(Saved data entries)
+++
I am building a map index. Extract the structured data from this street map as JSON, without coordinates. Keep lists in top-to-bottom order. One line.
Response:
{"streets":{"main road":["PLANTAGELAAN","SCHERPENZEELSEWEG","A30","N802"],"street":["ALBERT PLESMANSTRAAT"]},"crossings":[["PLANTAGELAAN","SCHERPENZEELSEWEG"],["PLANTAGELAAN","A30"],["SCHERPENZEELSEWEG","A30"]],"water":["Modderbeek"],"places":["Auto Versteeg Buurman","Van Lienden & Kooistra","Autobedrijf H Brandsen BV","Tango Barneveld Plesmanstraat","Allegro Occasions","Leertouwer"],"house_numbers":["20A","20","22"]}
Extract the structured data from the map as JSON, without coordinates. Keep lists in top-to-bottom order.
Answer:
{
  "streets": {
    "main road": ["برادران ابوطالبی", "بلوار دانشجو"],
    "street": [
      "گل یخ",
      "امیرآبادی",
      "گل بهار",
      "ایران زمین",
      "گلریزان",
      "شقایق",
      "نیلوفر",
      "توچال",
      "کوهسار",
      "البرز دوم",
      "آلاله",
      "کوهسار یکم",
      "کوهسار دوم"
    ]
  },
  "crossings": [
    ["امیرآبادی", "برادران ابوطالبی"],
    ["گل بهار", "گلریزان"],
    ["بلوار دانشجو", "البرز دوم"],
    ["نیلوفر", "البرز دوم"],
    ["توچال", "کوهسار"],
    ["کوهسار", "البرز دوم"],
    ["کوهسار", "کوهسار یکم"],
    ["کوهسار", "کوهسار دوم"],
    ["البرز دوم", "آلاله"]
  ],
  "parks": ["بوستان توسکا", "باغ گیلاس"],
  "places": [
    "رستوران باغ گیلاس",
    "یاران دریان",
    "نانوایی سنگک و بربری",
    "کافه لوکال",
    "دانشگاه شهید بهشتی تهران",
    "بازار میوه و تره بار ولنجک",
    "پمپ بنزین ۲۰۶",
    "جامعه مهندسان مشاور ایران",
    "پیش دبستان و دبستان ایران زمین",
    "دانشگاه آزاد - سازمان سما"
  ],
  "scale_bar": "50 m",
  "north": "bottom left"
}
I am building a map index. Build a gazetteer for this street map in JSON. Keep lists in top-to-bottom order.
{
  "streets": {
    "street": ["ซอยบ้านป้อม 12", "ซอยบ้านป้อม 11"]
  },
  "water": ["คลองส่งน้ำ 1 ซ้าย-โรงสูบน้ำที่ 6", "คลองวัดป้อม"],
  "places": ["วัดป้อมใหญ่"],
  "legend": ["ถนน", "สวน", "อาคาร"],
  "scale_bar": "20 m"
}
+++
Using only the data above, copy out the lines that include the word "from".

I am building a map index. Extract the structured data from this street map as JSON, without coordinates. Keep lists in top-to-bottom order. One line.
Extract the structured data from the map as JSON, without coordinates. Keep lists in top-to-bottom order.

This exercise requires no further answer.